The next improver of metallurgic processes was Lazarus Erckern, who was upper bar-master at Kuttenberg, in the year 1588, and was superintendent of the mines in Germany, Hungary, Transylvania, the Tyrol, &c., to three successive emperors. His work has been translated into English under the title of “Heta Minor; or the laws of art and nature in knowing, judging, assaying, fining, refining, and enlarging the bodies of confined metals. To which are added essays on metallic words, illustrated with sculptures. By Sir J. Pettus. London, 1683, folio.” But this translation is a very bad one. Erckern gives a plain account of all the processes employed in his time without a word of theory or reasoning. It is an excellent practical book; though it is obvious enough that the author was inferior in point of abilities to Agricola. His treatment of Don Juan de Corduba, who offered, in 1588, to put the Court of Vienna in possession of the Spanish method of extracting gold and silver from the ores by amalgamation, as related by Baron Born in his work on amalgamation, shows very clearly that Erckern was a very illiberal-minded man, and puffed up with an undue conceit of his own superior knowledge.[175] Had he condescended to assist the Spaniard, and to furnish him with proper materials to work upon, the Austrians might have been in possession of the process of amalgamation with all its advantages a couple of centuries before its actual introduction.

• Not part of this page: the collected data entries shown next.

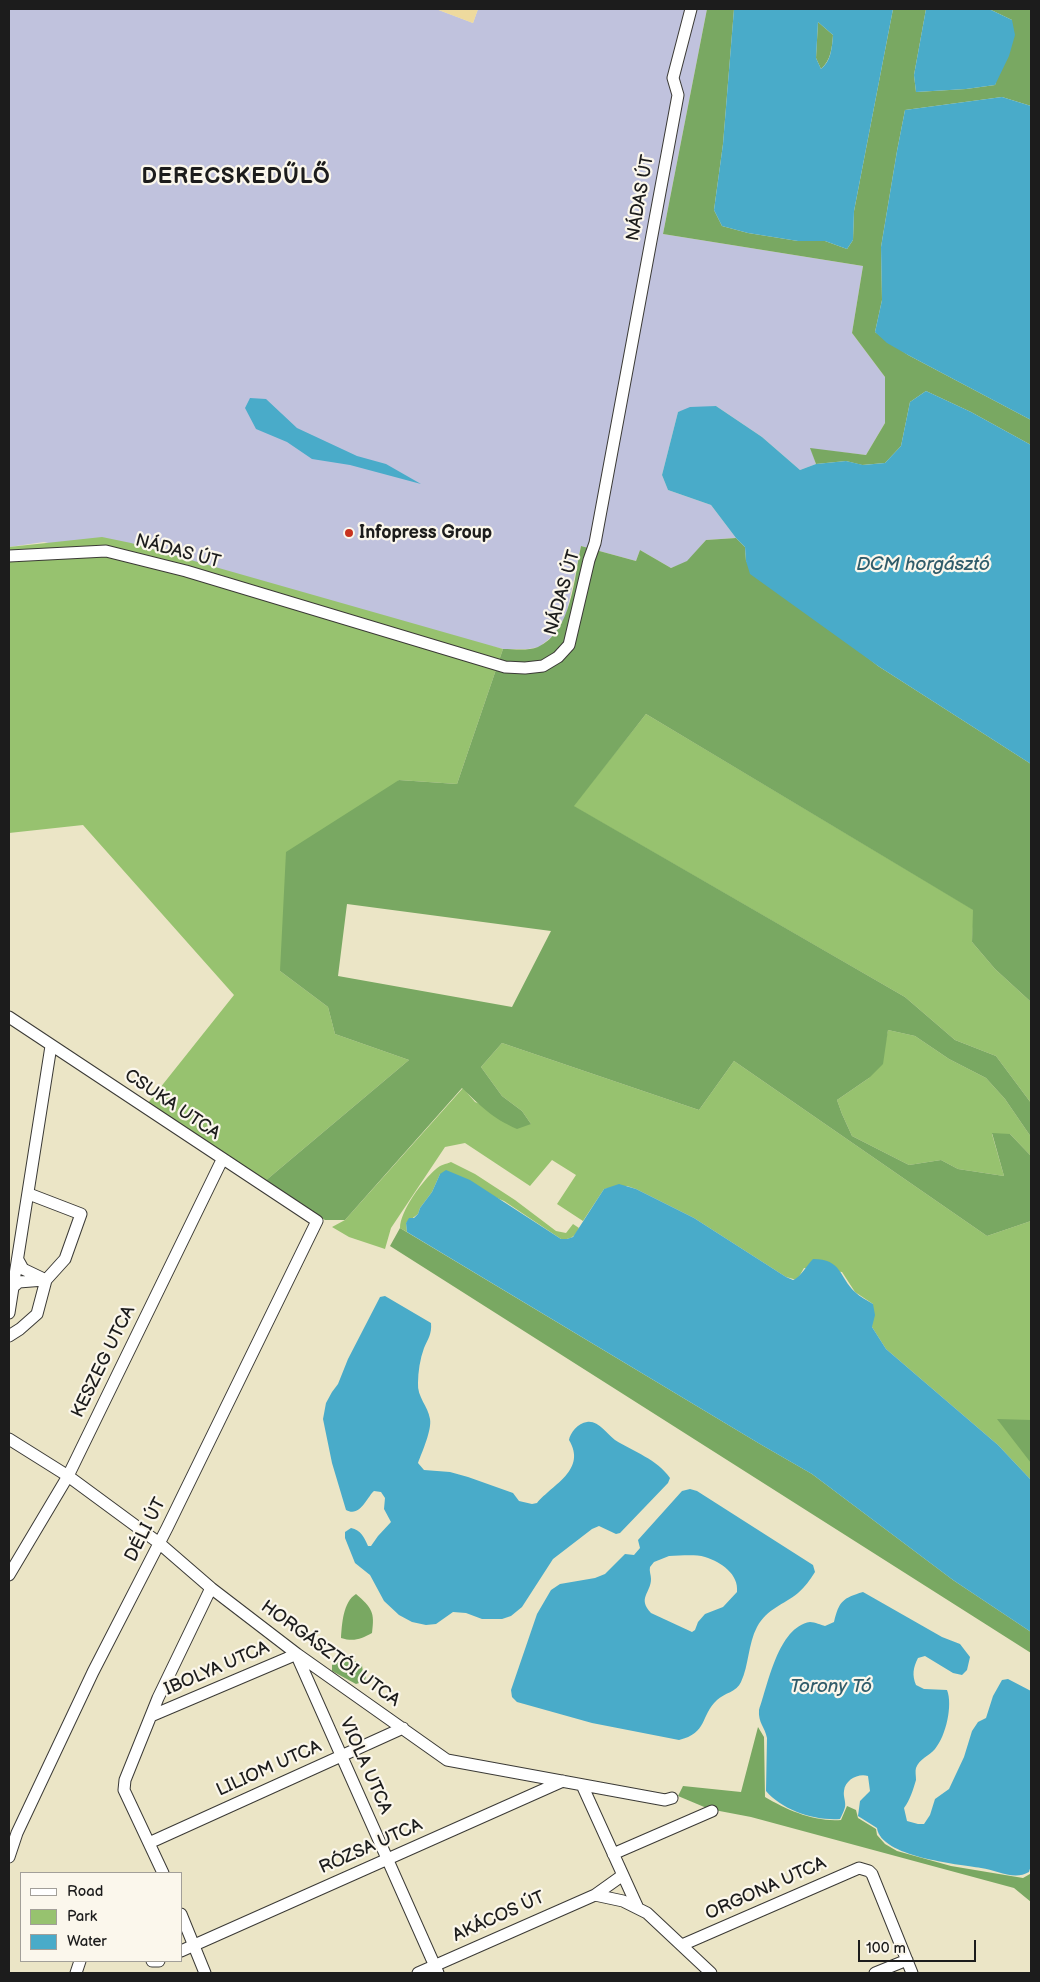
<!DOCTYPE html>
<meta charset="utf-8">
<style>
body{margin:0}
#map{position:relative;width:1040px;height:1982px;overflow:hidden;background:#ebe5c6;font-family:"Balsamiq Sans",sans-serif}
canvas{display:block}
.frame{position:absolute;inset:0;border:10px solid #1c1c1c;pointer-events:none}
.legend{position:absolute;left:20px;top:1872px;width:162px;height:90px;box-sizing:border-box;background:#fbf7ec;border:1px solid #a29f99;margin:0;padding:6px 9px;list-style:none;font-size:15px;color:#1c1c1c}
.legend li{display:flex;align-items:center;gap:10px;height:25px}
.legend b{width:25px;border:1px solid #a29f99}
.scale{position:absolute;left:858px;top:1940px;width:118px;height:22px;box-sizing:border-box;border:2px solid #1c1c1c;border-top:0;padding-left:6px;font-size:15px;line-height:18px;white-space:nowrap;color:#1c1c1c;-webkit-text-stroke:4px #fbf7ec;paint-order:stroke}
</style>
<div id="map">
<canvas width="1040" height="1982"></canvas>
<div class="frame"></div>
<ul class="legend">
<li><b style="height:6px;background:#fff"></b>Road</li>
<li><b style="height:14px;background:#97c26f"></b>Park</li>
<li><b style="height:14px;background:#49abc9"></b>Water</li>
</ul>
<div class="scale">100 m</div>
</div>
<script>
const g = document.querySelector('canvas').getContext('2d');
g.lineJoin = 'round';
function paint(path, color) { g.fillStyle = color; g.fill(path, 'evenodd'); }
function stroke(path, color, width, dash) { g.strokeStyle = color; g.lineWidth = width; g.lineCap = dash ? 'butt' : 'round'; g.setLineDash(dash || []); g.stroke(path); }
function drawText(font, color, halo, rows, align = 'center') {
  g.font = font + ' "Balsamiq Sans",sans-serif'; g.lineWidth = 4.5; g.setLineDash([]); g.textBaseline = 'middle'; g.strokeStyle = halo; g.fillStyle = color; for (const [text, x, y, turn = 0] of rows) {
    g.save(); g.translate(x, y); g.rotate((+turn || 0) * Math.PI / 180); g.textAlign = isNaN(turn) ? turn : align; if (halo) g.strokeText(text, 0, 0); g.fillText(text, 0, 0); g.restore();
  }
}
const industrial = new Path2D(`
 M9 9H436L473 23 478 9H707L663 234 863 266 852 333 885 377V423L866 455 811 449 816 464 800 470 762 437 716 406 678 412 662 475 668 490 711 505 736 538 706 540 687 562 671 568 640 550 636 561 581 546 566 616 554 635 539 647 528 649H503L44 542 9 547Z`);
const green = new Path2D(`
 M102 537 131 543 503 649 457 784 399 780 280 971 328 1007 335 1034 409 1060 264 1182 148 1103 234 995 83 825 9 833V547Z
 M646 714 974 910 972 942 995 969 1031 1002V1103L996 1056 955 1040 905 997 573 806Z
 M888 1030 915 1036 949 1059 986 1078 1005 1099 1031 1137V1156L1010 1134H992L1004 1176 958 1169 941 1160 909 1165 852 1136 842 1114 837 1100 869 1078 886 1039Z
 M502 1043 699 1110 734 1061 987 1236 1031 1221V1480L998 1445 886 1349 872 1327 873 1304 855 1292 842 1272 804 1268 797 1280 786 1277 694 1218 636 1189 627 1186 604 1189 583 1221 557 1204 576 1175 552 1160 530 1186 465 1143 445 1147 391 1228 385 1249 349 1237 332 1227 345 1220 463 1088 475 1102 531 1124 522 1111 502 1096 481 1067Z
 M451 1162 475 1174 515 1200 556 1231 566 1233 573 1224 579 1228C575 1237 570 1240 561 1239L504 1201 440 1174 432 1192 420 1208 418 1214 406 1223 407 1232 400 1228C400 1211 423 1180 436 1169 440 1165 446 1164 451 1162Z`);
const forest = new Path2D(`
 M707 9H734L723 144 714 210 722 226 748 233 798 241H825L847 249 853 240 854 211 893 9H926L914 75 916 92 966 89 995 85 1012 20 989 9H1031V106L1002 97 905 110 897 151 881 247 882 300 875 332 908 355 1031 420V445L971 412 926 391 910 402 901 446 885 463 862 465 846 461 816 464 810 448 866 455 885 423V377L852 333 863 266 663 234Z
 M818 22 833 35C832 48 831 60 821 69L816 58Z
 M736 538 745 547 746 561 878 666 1031 764V1002L995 969 972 942 973 910 646 714 574 806 905 997 955 1040 996 1056 1031 1103V1137L1005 1099 986 1078 949 1059 915 1036 888 1030 883 1064 869 1078 837 1100 842 1114 852 1136 909 1165 941 1160 958 1169 1004 1176 992 1133 1010 1134 1031 1156V1221L987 1236 734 1061 699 1110 502 1043 481 1067 502 1096 522 1111 531 1124 517 1129C492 1118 482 1107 462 1088L345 1220H325L264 1182 409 1060 335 1034 328 1007 280 971 286 852 399 780 457 784 503 649C514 649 528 651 538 647 572 631 574 578 581 546L636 561 640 550 671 568 687 561 706 540ZM347 904 551 931 512 1007 338 976Z
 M400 1228 760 1444 812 1474 953 1580 1031 1632V1653L390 1246Z
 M997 1419 1031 1420V1463Z
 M356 1594C372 1608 375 1612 372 1633 361 1639 354 1642 341 1638 342 1624 343 1602 356 1594Z
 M338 1660 342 1662 357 1661 362 1665 363 1673 366 1676 365 1681 356 1684 332 1671V1665Z
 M758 1727 764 1737 765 1797C787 1810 814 1822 841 1820L847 1806 856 1810 858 1818 876 1829 877 1835 885 1844 897 1851 951 1866 1023 1878 1030 1874 1031 1871V1902L1014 1888 751 1817 709 1809 678 1796 683 1786 741 1792Z`);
const sand = new Path2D(`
 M436 9H478L473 23Z`);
const water = new Path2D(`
 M734 9H893L854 211 853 240 847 249 825 241H798L748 233 722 226 714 210 723 144ZM818 22 833 35C832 48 831 61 821 69L816 58Z
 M926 9H989L1012 20 1015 35 1009 56 995 85 966 89 916 92 914 75Z
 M1002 97 1031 106V420L908 355 887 343 875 332 882 300 881 247 897 151 905 110Z
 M926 391 971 412 1031 445V764L878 666 750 574 746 561 745 547 736 538 711 505 668 490 662 475 678 412 690 407 716 406 762 437 800 470 816 464 846 461 863 465 885 463 901 446 910 402Z
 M250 398 266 399 297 428 357 456 386 464 421 484 350 465 312 459 287 442 256 429 245 408Z
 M446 1170 470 1180 561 1239H567L573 1237 604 1189 619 1184 636 1189 694 1218 786 1277 793 1280C800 1278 807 1265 813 1259 842 1259 839 1277 855 1292 860 1297 867 1300 873 1304L875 1315 872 1327 886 1349 998 1445 1031 1480V1632L953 1580 812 1474 760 1444 407 1232 406 1223 409 1218H414L418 1214 420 1208 432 1192 440 1174Z
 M385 1296 431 1323C432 1334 428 1339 424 1348 420 1359 418 1372 418 1383 417 1397 428 1406 430 1419 432 1430 422 1452 418 1463L424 1470 450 1472 468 1477 513 1493 519 1501 532 1504 537 1503C553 1484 587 1470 569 1440 570 1433 578 1423 587 1422 598 1420 607 1434 615 1440 634 1452 657 1459 670 1478L668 1483 620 1533 616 1534 599 1526 592 1529 553 1559 522 1607 511 1616 502 1619H482L466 1613 453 1612 436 1624 426 1625 412 1622 399 1615 384 1601 370 1575 355 1563 345 1538V1532L351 1528C361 1530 364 1537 368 1546H371L378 1536 391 1522 384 1509 385 1498 381 1492 374 1491C367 1497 360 1518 346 1510L332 1463 323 1419 326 1403 332 1392 338 1384 348 1359 380 1297Z
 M690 1489 697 1491 813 1565 815 1572C810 1580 805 1587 798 1593 783 1605 768 1608 757 1627 748 1644 749 1665 741 1682 737 1692 724 1693 717 1700 700 1716 708 1733 679 1740L592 1723 517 1702 512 1697 511 1690 537 1614 551 1590 560 1584 595 1578 605 1574 625 1554 634 1555 640 1548 638 1540 682 1491ZM669 1556C680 1556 694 1554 705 1557 721 1562 739 1574 737 1592L723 1607 705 1614 698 1622 695 1630 692 1632 651 1613C637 1598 651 1593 651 1579 651 1575 649 1571 650 1567L654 1562Z
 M863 1592 942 1637 960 1644 970 1657 967 1670 962 1675 953 1673 925 1656 918 1658C913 1668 912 1675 916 1685L924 1689 947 1690C953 1705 946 1736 935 1749 929 1756 919 1759 916 1768 915 1771 916 1776 916 1780 913 1790 910 1800 904 1808L907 1821 918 1824H924L930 1815 935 1799 949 1789 964 1757 972 1731 978 1722 986 1718 993 1696 1002 1680 1008 1679 1031 1691V1865L1029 1872C1014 1881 997 1870 981 1868 957 1864 881 1857 877 1828L858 1816 860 1801 870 1791 868 1776C858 1773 845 1780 844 1791 843 1796 846 1802 845 1807 844 1811 842 1815 840 1819 815 1821 782 1810 766 1791L767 1738C765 1727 758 1723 759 1710 768 1685 778 1627 810 1622 815 1622 821 1625 825 1626L834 1622C839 1601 843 1598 863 1592Z`);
const minor = new Path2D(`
 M9 556 106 551 186 571 505 667 525 668 543 666 558 657 569 645 589 560 595 543 678 95 673 78 691 9
 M9 1017 317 1221 167 1528 93 1672 17 1833 9 1857
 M18 1260 23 1269 46 1280
 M13 1287 19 1282 44 1280
 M9 1313 51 1046
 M9 1336 20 1329 37 1314 46 1280 65 1259 81 1214 29 1194
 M9 1439 68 1476 159 1543 211 1588 297 1654 447 1760 665 1800 672 1798
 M9 1575 68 1476 222 1160
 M297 1656 438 1973
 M151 1716 297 1654
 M582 1785 637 1906
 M149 1843 403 1728
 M613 1854 712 1811
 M163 1873 124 1790 125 1780 158 1698 211 1588
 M595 1895 623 1875
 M181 1914 205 1973
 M682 1945 859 1868 869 1871 872 1874 912 1973
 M181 1951 563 1781
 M152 1961H159
 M76 1973 80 1961
 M418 1973 595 1895 623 1901 647 1913 711 1973
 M875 1973 907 1960`);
const markers = [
 [349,533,5,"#c8321e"]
];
const streetNames = [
 ["NÁDAS ÚT",641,198,-80],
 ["NÁDAS ÚT",178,552,15],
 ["NÁDAS ÚT",563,593,-74],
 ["CSUKA UTCA",172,1105,34],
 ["KESZEG UTCA",104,1362,-64],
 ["DÉLI ÚT",146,1530,-63],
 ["HORGÁSZTÓI UTCA",330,1654,36],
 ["IBOLYA UTCA",217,1669,-23],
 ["VIOLA UTCA",365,1766,66],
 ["LILIOM UTCA",269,1769,-24],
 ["RÓZSA UTCA",371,1847,-24],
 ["ORGONA UTCA",766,1889,-24],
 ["AKÁCOS ÚT",499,1917,-24]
];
const poiNames = [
 ["Infopress Group",359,533]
];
const waterNames = [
 ["DCM horgásztó",923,565],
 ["Torony Tó",831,1687]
];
const districtNames = [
 ["DERECSKEDŰLŐ",236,177]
];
paint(industrial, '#c0c2dd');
paint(green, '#97c26f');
paint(forest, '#79a862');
paint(sand, '#eeda9e');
paint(water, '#49abc9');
stroke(minor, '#3b3a36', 13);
stroke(minor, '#fff', 11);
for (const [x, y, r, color] of markers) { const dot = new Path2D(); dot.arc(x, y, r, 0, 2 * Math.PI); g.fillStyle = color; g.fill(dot); stroke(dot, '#fbf7ec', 2); }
drawText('18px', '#1c1c1c', '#fbf7ec', streetNames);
drawText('bold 18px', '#1c1c1c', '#fbf7ec', poiNames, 'left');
drawText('italic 19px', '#305c6a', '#fbf7ec', waterNames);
g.letterSpacing = '1px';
drawText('bold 22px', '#1c1c1c', '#fbf7ec', districtNames);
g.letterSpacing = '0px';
</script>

[175] Born’s New Process of Amalgamation, translated by Raspe, p. 11.
I need not take any notice of the docimastic treatises of Schindlers and Schlutter, which are of a much later date, and both of which have been translated into French, the former by Geoffroy, junior; the latter by Hellot. This last translation, in two large quartos, published in 1764, constitutes a very valuable book, and exhibits all the docimastic and metallurgic processes known at that period with much fidelity and minuteness. Very great improvements have taken place since that period, but I am not aware of any work published in any of the European languages, that is calculated to give us an exact idea of the present state of the various mining and metallurgic processes--important as they are to civilized society.
Gellert’s Metallurgic Chemistry, so far as it goes, is an excellent book.